● **Task**
Starting at the top of the entries, restate word for word each line up to and including the one with "For a GIS import: Summarize".
BEGIN Provided information
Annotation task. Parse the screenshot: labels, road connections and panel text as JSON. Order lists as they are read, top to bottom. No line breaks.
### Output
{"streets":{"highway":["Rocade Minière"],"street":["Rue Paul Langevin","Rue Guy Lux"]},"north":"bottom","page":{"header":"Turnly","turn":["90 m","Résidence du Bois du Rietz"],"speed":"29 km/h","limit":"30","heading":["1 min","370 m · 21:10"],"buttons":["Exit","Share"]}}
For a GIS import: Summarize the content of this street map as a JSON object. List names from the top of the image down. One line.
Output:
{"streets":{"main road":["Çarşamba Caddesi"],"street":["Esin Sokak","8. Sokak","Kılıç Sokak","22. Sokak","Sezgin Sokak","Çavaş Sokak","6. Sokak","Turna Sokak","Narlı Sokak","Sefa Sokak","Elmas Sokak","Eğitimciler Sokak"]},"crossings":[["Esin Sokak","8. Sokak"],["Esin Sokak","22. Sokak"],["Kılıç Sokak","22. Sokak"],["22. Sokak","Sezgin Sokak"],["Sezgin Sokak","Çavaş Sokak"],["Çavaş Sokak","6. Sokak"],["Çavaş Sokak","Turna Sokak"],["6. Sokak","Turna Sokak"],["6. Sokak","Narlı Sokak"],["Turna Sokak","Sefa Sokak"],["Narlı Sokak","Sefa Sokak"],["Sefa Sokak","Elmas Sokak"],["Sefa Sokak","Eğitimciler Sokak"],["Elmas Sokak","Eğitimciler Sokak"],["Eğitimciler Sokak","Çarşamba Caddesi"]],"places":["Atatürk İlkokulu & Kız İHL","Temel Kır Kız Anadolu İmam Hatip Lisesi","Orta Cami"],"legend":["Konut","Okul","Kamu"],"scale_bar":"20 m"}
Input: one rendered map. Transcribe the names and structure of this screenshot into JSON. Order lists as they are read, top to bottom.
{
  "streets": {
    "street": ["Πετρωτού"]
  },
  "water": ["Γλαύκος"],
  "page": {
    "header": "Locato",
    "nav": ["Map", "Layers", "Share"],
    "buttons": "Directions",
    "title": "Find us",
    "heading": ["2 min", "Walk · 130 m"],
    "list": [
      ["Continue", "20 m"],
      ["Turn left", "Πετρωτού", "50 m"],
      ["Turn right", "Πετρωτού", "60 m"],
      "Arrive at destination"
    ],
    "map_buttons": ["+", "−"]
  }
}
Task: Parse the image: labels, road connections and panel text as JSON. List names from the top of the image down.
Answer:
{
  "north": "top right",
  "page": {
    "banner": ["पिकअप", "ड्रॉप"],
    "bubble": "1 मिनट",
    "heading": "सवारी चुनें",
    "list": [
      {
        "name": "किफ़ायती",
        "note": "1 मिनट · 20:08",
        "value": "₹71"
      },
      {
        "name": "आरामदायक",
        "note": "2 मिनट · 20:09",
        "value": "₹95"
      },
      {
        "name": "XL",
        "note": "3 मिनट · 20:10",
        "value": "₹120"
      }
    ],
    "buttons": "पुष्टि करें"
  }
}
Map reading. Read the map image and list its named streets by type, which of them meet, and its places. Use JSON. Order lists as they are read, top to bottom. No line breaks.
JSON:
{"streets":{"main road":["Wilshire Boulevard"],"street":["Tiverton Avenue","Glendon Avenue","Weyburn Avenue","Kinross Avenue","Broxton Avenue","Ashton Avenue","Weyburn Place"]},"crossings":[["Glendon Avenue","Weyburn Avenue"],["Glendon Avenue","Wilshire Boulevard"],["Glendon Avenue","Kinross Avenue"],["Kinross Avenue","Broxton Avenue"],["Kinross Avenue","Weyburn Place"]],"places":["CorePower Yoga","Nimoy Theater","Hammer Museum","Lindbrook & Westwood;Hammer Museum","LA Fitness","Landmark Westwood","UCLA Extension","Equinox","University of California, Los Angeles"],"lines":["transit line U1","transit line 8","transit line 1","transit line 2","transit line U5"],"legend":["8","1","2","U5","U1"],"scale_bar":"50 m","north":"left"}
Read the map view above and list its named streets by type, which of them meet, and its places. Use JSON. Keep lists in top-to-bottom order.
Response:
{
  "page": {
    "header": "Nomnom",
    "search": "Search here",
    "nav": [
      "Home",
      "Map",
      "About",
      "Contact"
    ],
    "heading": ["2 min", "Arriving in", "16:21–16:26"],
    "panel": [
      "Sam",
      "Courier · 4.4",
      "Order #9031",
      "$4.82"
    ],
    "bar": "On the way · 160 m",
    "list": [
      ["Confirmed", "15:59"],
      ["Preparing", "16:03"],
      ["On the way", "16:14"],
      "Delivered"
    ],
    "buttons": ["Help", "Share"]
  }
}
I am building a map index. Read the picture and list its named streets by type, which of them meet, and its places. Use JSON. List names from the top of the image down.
END Provided information
● **Solution to the problem**
Annotation task. Parse the screenshot: labels, road connections and panel text as JSON. Order lists as they are read, top to bottom. No line breaks.
### Output
{"streets":{"highway":["Rocade Minière"],"street":["Rue Paul Langevin","Rue Guy Lux"]},"north":"bottom","page":{"header":"Turnly","turn":["90 m","Résidence du Bois du Rietz"],"speed":"29 km/h","limit":"30","heading":["1 min","370 m · 21:10"],"buttons":["Exit","Share"]}}
For a GIS import: Summarize the content of this street map as a JSON object. List names from the top of the image down. One line.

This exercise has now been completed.